Transcripted Summary

Direct Link to Colab - https://colab.research.google.com/drive/1QvlPgNkxxDjp2n6sgcue41rjiIg1E6FO

We'll be using Python in a tool called Google Colaboratory, or just Colab for short.



Colabs are free and behave just like a Google Doc, so you can share it, put it in your Google Drive, and more.

Colabs are awesome because they have the Python environment already set up for you. Libraries are already installed, and even give you access to CPUs, GPUs, and TPUs in the cloud.

It's great for machine learning and other things.

The links and files to the Google Colab and the data sets we'll be using are provided in the resources section or on my GitHub Gist page.



I recommend watching the video first and then trying it out on your own afterwards, but that's entirely up to you.

Now, we're ready. Let's go.

All right, here we are in Google Colab.

In this example, we already have the data collected and given to us in a pretty clean and structured format.



This is usually not the case for real-world applications.

We're going to start by exploring and analyzing the data. We'll then prepare the data, and train and validate a real ML model.

We need some context to know what we're trying to solve, so here's the problem statement for this exercise.

Predict a house's sale price, given data about the house, like lot area.

Let's move on to the first cell now.



We're going to be using pandas, which is a Python library, to explore, analyze, and prepare our data.

We'll use TensorFlow for modeling.

So, click on this run button and let's run the cell.

And you can see as of this recording, we are working with TensorFlow 2.7.

Next, we're going to load our training data.

We're going to open the folder on the left here, and then we're going to drag and drop our train.csv file into this white space here.

So let me go to my finder where I downloaded it. Here it is. I have train.csv. Click and drag. There we have it.

All right, let's load it. Click run here.



And now data has a Pandas dataframe inside of it.


data = pd.read_csv("train.csv", index_col=0)

We can explore the top 5 rows of our training data by running this cell, using data.head(). And we'll get a lot of information about the data we're working with.

Here's the top 5 rows and all these columns are the different features we're working with.



Some houses were built in 2003, 1976.

We will also notice that there are things like NaNs, which means there's no number here, no value. So, we're missing data as well.

But, goodness, we can go through here and explore quite a bit.

Moving on, we can look at our data in different ways to gain additional insights, like the average, or mean, of different columns using this data.describe method.

Click run here and you'll see what I mean.



Each column now has different metrics shown, like how many are there here.

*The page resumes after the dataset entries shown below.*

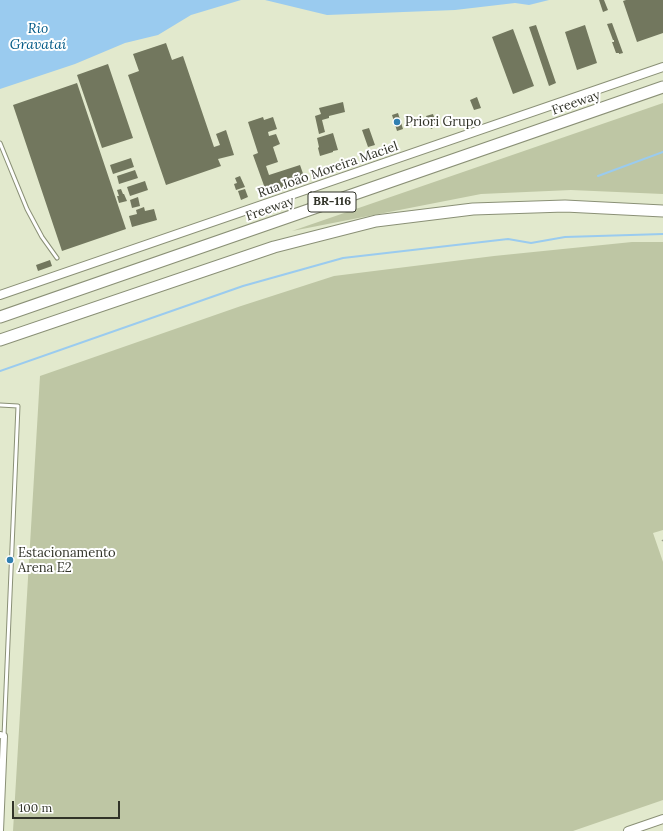 <!DOCTYPE html>
<meta charset="utf-8">
<style>
body{margin:0}
#map{position:relative;width:663px;height:831px;overflow:hidden;background:#e2e9cd;font-family:Lora,serif}
canvas{display:block}
.scale{position:absolute;left:12px;top:801px;width:108px;height:18px;box-sizing:border-box;border:2px solid #313328;border-top:0;padding-left:5px;font-size:12px;line-height:14px;white-space:nowrap;color:#313328;-webkit-text-stroke:3px #fff;paint-order:stroke}
</style>
<div id="map">
<canvas width="663" height="831"></canvas>
<div class="scale">100 m</div>
</div>
<script>
const context = document.querySelector('canvas').getContext('2d');
context.lineJoin = 'round';
function paint(path, color) {
  context.fillStyle = color;
  context.fill(path, 'evenodd');
}
function strokePath(path, color, width, dash) {
  context.strokeStyle = color;
  context.lineWidth = width;
  context.lineCap = dash ? 'butt' : 'round';
  context.setLineDash(dash || []);
  context.stroke(path);
}
function label(font, color, halo, rows, align = 'center') {
  context.font = font + ' Lora,serif';
  context.lineWidth = 4;
  context.setLineDash([]);
  context.textBaseline = 'middle';
  context.strokeStyle = halo;
  context.fillStyle = color;
  for (const [text, x, y, turn = 0] of rows) {
    context.save();
    context.translate(x, y);
    context.rotate((+turn || 0) * Math.PI / 180);
    context.textAlign = isNaN(turn) ? turn : align;
    if (halo) context.strokeText(text, 0, 0);
    context.fillText(text, 0, 0);
    context.restore();
  }
}
const green = new Path2D(`
 M 663,103 L 663,194 L 571,190 L 481,194 L 292,231 Z
 M 632,242 L 663,242 L 663,530 L 653,533 L 663,562 L 663,800 L 573,831 L 13,831 L 40,376 L 241,306 L 334,276 L 494,256 Z`);
const water = new Path2D(`
 M 0,0 L 241,0 L 191,15 L 158,35 L 125,43 L 75,64 L 0,89 Z
 M 265,0 L 549,0 L 529,5 L 515,3 L 455,10 L 327,15 Z`);
const stream = new Path2D(`
 M 598,176 L 663,152
 M 0,371 L 243,286 L 343,258 L 508,239 L 531,243 L 565,237 L 663,234`);
const building = new Path2D(`
 M 599,0 L 604,0 L 608,10 L 603,12 Z
 M 626,0 L 663,0 L 663,33 L 637,42 L 623,1 Z
 M 612,23 L 623,53 L 619,54 L 619,53 L 616,53 L 612,42 L 614,42 L 614,40 L 613,40 L 607,24 Z
 M 536,25 L 556,83 L 549,86 L 529,27 Z
 M 585,25 L 597,63 L 577,70 L 565,32 Z
 M 513,29 L 534,86 L 513,94 L 492,37 Z
 M 166,43 L 172,60 L 183,56 L 214,147 L 220,145 L 216,134 L 226,130 L 234,155 L 218,159 L 221,166 L 166,185 L 128,75 L 139,71 L 133,54 Z
 M 108,64 L 133,138 L 102,148 L 77,75 Z
 M 77,83 L 126,229 L 62,251 L 13,105 Z
 M 477,97 L 481,108 L 474,110 L 470,100 Z
 M 343,102 L 345,112 L 329,116 L 329,118 L 322,120 L 325,132 L 319,134 L 315,116 L 321,114 L 319,108 Z
 M 398,113 L 403,129 L 397,131 L 392,115 Z
 M 433,114 L 437,125 L 435,126 L 435,127 L 431,129 L 426,116 Z
 M 263,117 L 264,120 L 273,117 L 277,129 L 268,132 L 269,136 L 276,134 L 280,144 L 273,147 L 278,162 L 266,166 L 269,175 L 300,165 L 306,182 L 274,193 L 273,191 L 267,194 L 253,155 L 258,153 L 248,122 Z
 M 369,128 L 375,145 L 368,147 L 362,130 Z
 M 333,133 L 338,150 L 333,151 L 333,152 L 320,156 L 318,148 L 319,147 L 317,138 Z
 M 131,158 L 134,167 L 113,174 L 110,165 Z
 M 135,170 L 138,178 L 119,184 L 117,176 Z
 M 240,176 L 245,187 L 236,190 L 234,184 L 237,183 L 235,178 Z
 M 145,181 L 148,190 L 130,196 L 127,187 Z
 M 121,189 L 123,194 L 124,194 L 127,201 L 119,203 L 117,196 L 119,196 L 117,190 Z
 M 245,189 L 248,197 L 241,200 L 238,191 Z
 M 138,197 L 140,206 L 132,208 L 130,200 Z
 M 144,207 L 145,211 L 154,209 L 157,220 L 132,227 L 129,216 L 137,214 L 136,210 Z
 M 50,260 L 52,266 L 38,271 L 36,265 Z`);
const path = new Path2D(`
 M 662,540 L 663,541`);
const lane = new Path2D(`
 M 0,143 L 27,209 L 42,237 L 57,258
 M 0,405 L 18,406 L 4,736`);
const street = new Path2D(`
 M 0,735 L 4,736 L 0,831`);
const secondary = new Path2D(`
 M 0,295 L 663,67
 M 628,831 L 663,819`);
const highway = new Path2D(`
 M 0,317 L 663,87
 M 0,340 L 274,247 L 376,221 L 473,209 L 565,206 L 663,211`);
const markers = [
 [397,122,4,"#307fb1"],
 [10,560,4,"#307fb1"]
];
const shields = [
 [332,202,48]
];
const shieldNames = [
 ["BR-116",332,202]
];
const streetNames = [
 ["Freeway",576,103,-19],
 ["Rua João Moreira Maciel",328,170,-19],
 ["Freeway",270,209,-19]
];
const poiNames = [
 ["Priori Grupo",405,122],
 ["Estacionamento",18,553],
 ["Arena E2",18,568]
];
const waterNames = [
 ["Rio",38,29],
 ["Gravataí",38,45]
];
paint(green, '#bec6a4');
paint(water, '#9acbef');
strokePath(stream, '#9acbef', 2);
paint(building, '#72775e');
strokePath(lane, '#8a9076', 5);
strokePath(street, '#8a9076', 8);
strokePath(secondary, '#8a9076', 10);
strokePath(highway, '#8a9076', 13);
strokePath(path, '#9a9f8a', 1.5, [2, 2]);
strokePath(lane, '#fff', 3);
strokePath(street, '#fff', 6);
strokePath(secondary, '#fff', 8);
strokePath(highway, '#fff', 11);
for (const [x, y, r, color] of markers) {
  const dot = new Path2D();
  dot.arc(x, y, r, 0, 2 * Math.PI);
  context.fillStyle = color;
  context.fill(dot);
  strokePath(dot, '#fff', 1.5);
}
for (const [x, y, w] of shields) {
  const box = new Path2D();
  box.roundRect(x - w / 2, y - 10, w, 20, 3);
  context.fillStyle = '#fff';
  context.fill(box);
  strokePath(box, '#313328', 1);
}
label('bold 12px', '#313328', null, shieldNames);
label('13px', '#313328', '#fff', streetNames);
label('13px', '#313328', '#fff', poiNames, 'left');
label('italic 14px', '#015986', '#fff', waterNames);
</script>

The mean, or the average, for all the values in this column. Standard deviation.

What's the smallest value in this column? What's the highest value in this column?

And all this information for everything we see in here.

Moving on, we can display a list of all the columns we currently have access to using data.columns.

We need to decide which should become our features and what should become our labels.

So, let's run this cell and, sure enough, you see there's quite a bit of information we get to work with.



For our label, we're probably going to want the sale price, right, since that's our problem statement. We want to predict the house price. We want to predict the sales price.

So, “SalePrice” is going to be our label and everything else would be our features, but which ones we want to use?

Do you just use all of them? Let's keep moving on.

Next up we want to prepare the data.

This is where terms like feature engineering happen.

In this example, the data is pretty clean, structured, and straightforward, so there's not too much more to be done here.

Let's define our features and labels and prepare them for training.



For the features, let's use these 5. We'll use lot area, the year it was built, the first-floor square footage, second-floor square footage, and how many cars can you fit in the garage.

We'll define our Y — the Y is the labels to predict on.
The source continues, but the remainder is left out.